**About this task:** Omit the images, then output each of the records below exactly.

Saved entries
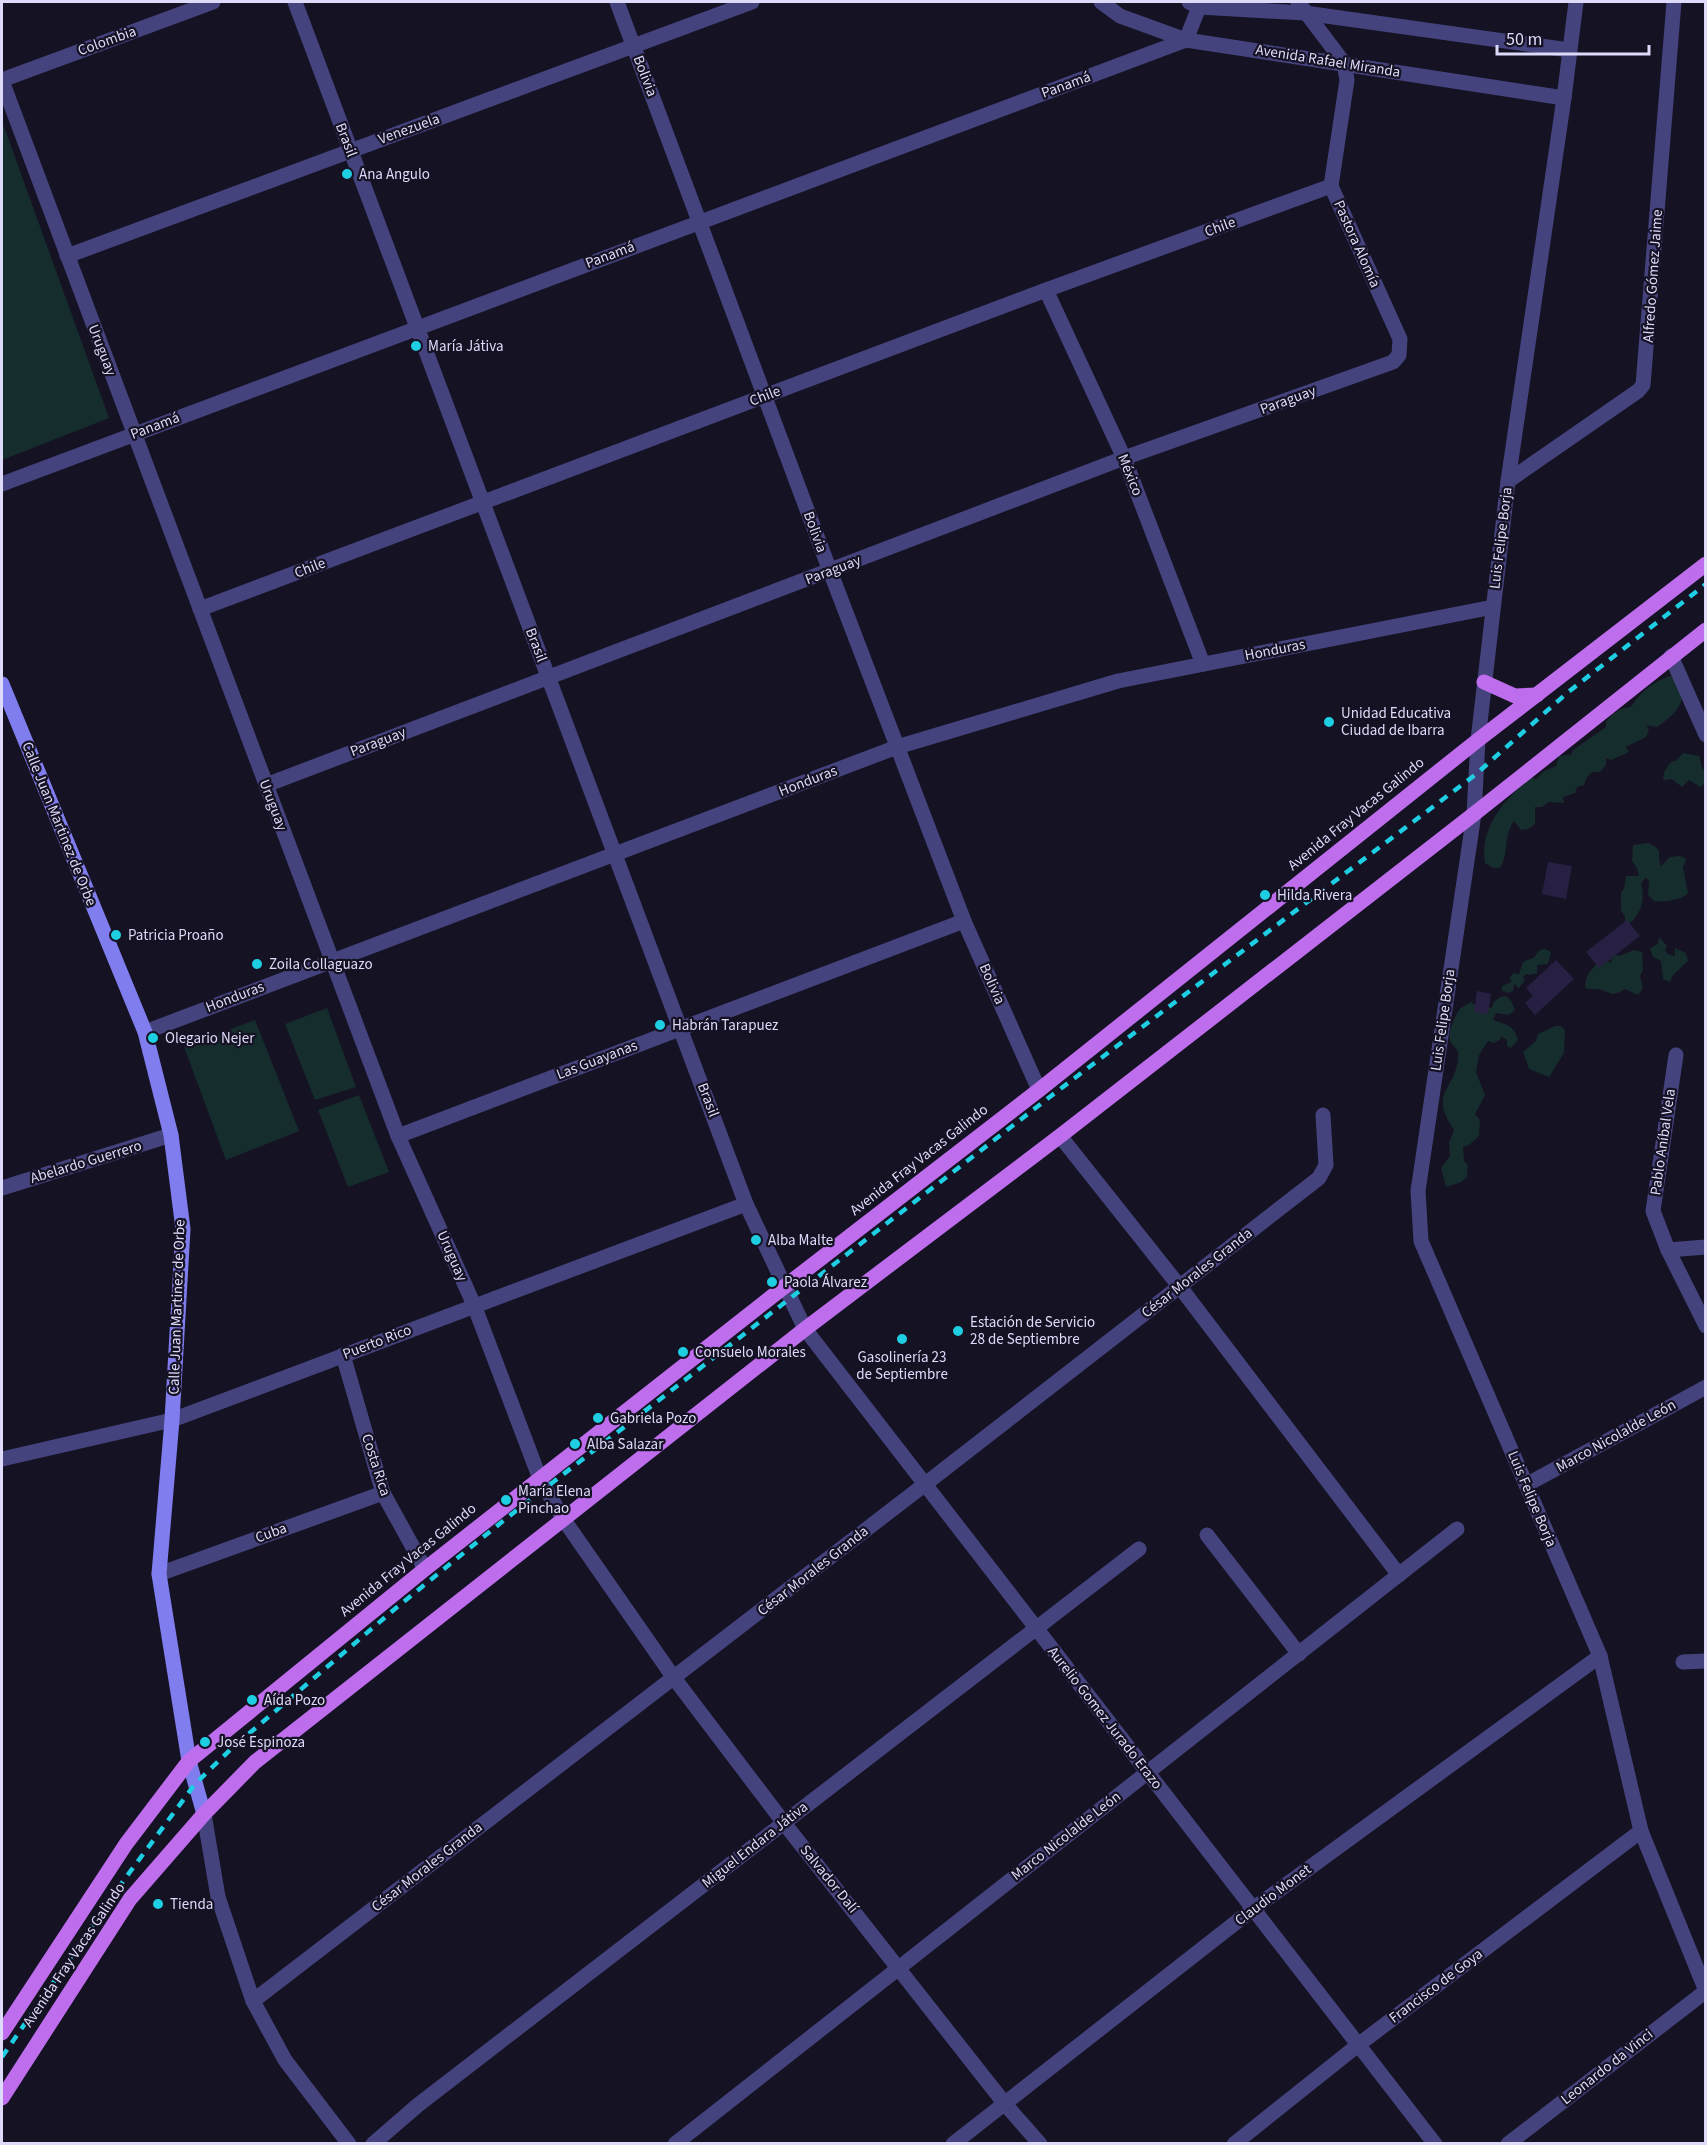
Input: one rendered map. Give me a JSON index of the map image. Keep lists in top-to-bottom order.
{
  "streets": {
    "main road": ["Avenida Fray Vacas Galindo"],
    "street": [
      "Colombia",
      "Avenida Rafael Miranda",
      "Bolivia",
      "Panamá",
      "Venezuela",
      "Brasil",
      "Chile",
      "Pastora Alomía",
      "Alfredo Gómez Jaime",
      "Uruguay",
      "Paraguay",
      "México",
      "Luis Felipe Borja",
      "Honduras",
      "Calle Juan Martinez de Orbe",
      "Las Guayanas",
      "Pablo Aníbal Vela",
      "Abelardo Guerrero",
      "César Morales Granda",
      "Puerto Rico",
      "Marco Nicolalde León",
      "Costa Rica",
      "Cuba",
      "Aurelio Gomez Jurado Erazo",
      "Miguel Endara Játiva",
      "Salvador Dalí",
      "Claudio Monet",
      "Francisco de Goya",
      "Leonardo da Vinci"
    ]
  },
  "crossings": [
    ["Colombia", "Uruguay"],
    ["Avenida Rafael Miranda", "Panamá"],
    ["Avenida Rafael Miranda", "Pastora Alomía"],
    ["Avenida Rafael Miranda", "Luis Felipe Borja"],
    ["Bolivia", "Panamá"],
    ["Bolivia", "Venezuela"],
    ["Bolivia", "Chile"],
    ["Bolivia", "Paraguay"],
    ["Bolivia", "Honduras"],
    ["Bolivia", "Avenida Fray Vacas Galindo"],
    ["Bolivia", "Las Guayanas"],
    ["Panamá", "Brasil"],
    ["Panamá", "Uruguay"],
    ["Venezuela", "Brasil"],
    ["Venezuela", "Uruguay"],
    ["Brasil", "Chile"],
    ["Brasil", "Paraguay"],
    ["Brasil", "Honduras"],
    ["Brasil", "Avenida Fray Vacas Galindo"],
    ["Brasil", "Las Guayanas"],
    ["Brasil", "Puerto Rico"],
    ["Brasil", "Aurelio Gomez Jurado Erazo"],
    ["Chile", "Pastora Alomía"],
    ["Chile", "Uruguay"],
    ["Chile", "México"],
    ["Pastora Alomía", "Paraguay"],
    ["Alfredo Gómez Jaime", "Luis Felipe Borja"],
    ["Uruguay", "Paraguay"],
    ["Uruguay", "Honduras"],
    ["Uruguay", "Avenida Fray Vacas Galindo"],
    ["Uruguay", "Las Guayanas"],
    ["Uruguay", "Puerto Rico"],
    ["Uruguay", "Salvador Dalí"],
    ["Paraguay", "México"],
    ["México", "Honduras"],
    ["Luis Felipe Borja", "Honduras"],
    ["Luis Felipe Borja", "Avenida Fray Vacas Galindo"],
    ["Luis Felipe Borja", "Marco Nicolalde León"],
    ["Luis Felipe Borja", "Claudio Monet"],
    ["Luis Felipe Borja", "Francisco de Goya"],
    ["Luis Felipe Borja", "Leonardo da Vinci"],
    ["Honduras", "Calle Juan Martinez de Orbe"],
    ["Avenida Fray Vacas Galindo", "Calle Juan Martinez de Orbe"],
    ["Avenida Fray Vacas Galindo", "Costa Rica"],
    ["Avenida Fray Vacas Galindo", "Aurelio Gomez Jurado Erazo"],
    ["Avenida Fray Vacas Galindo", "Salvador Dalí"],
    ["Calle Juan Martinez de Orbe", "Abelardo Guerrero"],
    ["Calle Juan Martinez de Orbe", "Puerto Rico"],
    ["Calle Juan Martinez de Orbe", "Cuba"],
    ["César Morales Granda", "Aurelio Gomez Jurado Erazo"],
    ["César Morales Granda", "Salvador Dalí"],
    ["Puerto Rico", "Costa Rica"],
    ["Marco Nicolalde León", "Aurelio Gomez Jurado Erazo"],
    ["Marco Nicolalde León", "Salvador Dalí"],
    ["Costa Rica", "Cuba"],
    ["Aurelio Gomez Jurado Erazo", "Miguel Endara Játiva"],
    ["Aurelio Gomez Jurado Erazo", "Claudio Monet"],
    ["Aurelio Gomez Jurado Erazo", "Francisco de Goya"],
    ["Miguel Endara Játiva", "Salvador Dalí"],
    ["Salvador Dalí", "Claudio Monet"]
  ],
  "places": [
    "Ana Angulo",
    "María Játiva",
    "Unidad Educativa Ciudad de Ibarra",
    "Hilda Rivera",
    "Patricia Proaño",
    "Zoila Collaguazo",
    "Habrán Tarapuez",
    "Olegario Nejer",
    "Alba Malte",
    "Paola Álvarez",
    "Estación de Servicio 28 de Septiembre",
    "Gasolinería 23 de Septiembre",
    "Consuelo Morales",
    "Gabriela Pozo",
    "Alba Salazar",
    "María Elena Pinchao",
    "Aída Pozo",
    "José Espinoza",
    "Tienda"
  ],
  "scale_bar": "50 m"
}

**Output of the exercise:**
Input: one rendered map. Give me a JSON index of the map image. Keep lists in top-to-bottom order.
{
  "streets": {
    "main road": ["Avenida Fray Vacas Galindo"],
    "street": [
      "Colombia",
      "Avenida Rafael Miranda",
      "Bolivia",
      "Panamá",
      "Venezuela",
      "Brasil",
      "Chile",
      "Pastora Alomía",
      "Alfredo Gómez Jaime",
      "Uruguay",
      "Paraguay",
      "México",
      "Luis Felipe Borja",
      "Honduras",
      "Calle Juan Martinez de Orbe",
      "Las Guayanas",
      "Pablo Aníbal Vela",
      "Abelardo Guerrero",
      "César Morales Granda",
      "Puerto Rico",
      "Marco Nicolalde León",
      "Costa Rica",
      "Cuba",
      "Aurelio Gomez Jurado Erazo",
      "Miguel Endara Játiva",
      "Salvador Dalí",
      "Claudio Monet",
      "Francisco de Goya",
      "Leonardo da Vinci"
    ]
  },
  "crossings": [
    ["Colombia", "Uruguay"],
    ["Avenida Rafael Miranda", "Panamá"],
    ["Avenida Rafael Miranda", "Pastora Alomía"],
    ["Avenida Rafael Miranda", "Luis Felipe Borja"],
    ["Bolivia", "Panamá"],
    ["Bolivia", "Venezuela"],
    ["Bolivia", "Chile"],
    ["Bolivia", "Paraguay"],
    ["Bolivia", "Honduras"],
    ["Bolivia", "Avenida Fray Vacas Galindo"],
    ["Bolivia", "Las Guayanas"],
    ["Panamá", "Brasil"],
    ["Panamá", "Uruguay"],
    ["Venezuela", "Brasil"],
    ["Venezuela", "Uruguay"],
    ["Brasil", "Chile"],
    ["Brasil", "Paraguay"],
    ["Brasil", "Honduras"],
    ["Brasil", "Avenida Fray Vacas Galindo"],
    ["Brasil", "Las Guayanas"],
    ["Brasil", "Puerto Rico"],
    ["Brasil", "Aurelio Gomez Jurado Erazo"],
    ["Chile", "Pastora Alomía"],
    ["Chile", "Uruguay"],
    ["Chile", "México"],
    ["Pastora Alomía", "Paraguay"],
    ["Alfredo Gómez Jaime", "Luis Felipe Borja"],
    ["Uruguay", "Paraguay"],
    ["Uruguay", "Honduras"],
    ["Uruguay", "Avenida Fray Vacas Galindo"],
    ["Uruguay", "Las Guayanas"],
    ["Uruguay", "Puerto Rico"],
    ["Uruguay", "Salvador Dalí"],
    ["Paraguay", "México"],
    ["México", "Honduras"],
    ["Luis Felipe Borja", "Honduras"],
    ["Luis Felipe Borja", "Avenida Fray Vacas Galindo"],
    ["Luis Felipe Borja", "Marco Nicolalde León"],
    ["Luis Felipe Borja", "Claudio Monet"],
    ["Luis Felipe Borja", "Francisco de Goya"],
    ["Luis Felipe Borja", "Leonardo da Vinci"],
    ["Honduras", "Calle Juan Martinez de Orbe"],
    ["Avenida Fray Vacas Galindo", "Calle Juan Martinez de Orbe"],
    ["Avenida Fray Vacas Galindo", "Costa Rica"],
    ["Avenida Fray Vacas Galindo", "Aurelio Gomez Jurado Erazo"],
    ["Avenida Fray Vacas Galindo", "Salvador Dalí"],
    ["Calle Juan Martinez de Orbe", "Abelardo Guerrero"],
    ["Calle Juan Martinez de Orbe", "Puerto Rico"],
    ["Calle Juan Martinez de Orbe", "Cuba"],
    ["César Morales Granda", "Aurelio Gomez Jurado Erazo"],
    ["César Morales Granda", "Salvador Dalí"],
    ["Puerto Rico", "Costa Rica"],
    ["Marco Nicolalde León", "Aurelio Gomez Jurado Erazo"],
    ["Marco Nicolalde León", "Salvador Dalí"],
    ["Costa Rica", "Cuba"],
    ["Aurelio Gomez Jurado Erazo", "Miguel Endara Játiva"],
    ["Aurelio Gomez Jurado Erazo", "Claudio Monet"],
    ["Aurelio Gomez Jurado Erazo", "Francisco de Goya"],
    ["Miguel Endara Játiva", "Salvador Dalí"],
    ["Salvador Dalí", "Claudio Monet"]
  ],
  "places": [
    "Ana Angulo",
    "María Játiva",
    "Unidad Educativa Ciudad de Ibarra",
    "Hilda Rivera",
    "Patricia Proaño",
    "Zoila Collaguazo",
    "Habrán Tarapuez",
    "Olegario Nejer",
    "Alba Malte",
    "Paola Álvarez",
    "Estación de Servicio 28 de Septiembre",
    "Gasolinería 23 de Septiembre",
    "Consuelo Morales",
    "Gabriela Pozo",
    "Alba Salazar",
    "María Elena Pinchao",
    "Aída Pozo",
    "José Espinoza",
    "Tienda"
  ],
  "scale_bar": "50 m"
}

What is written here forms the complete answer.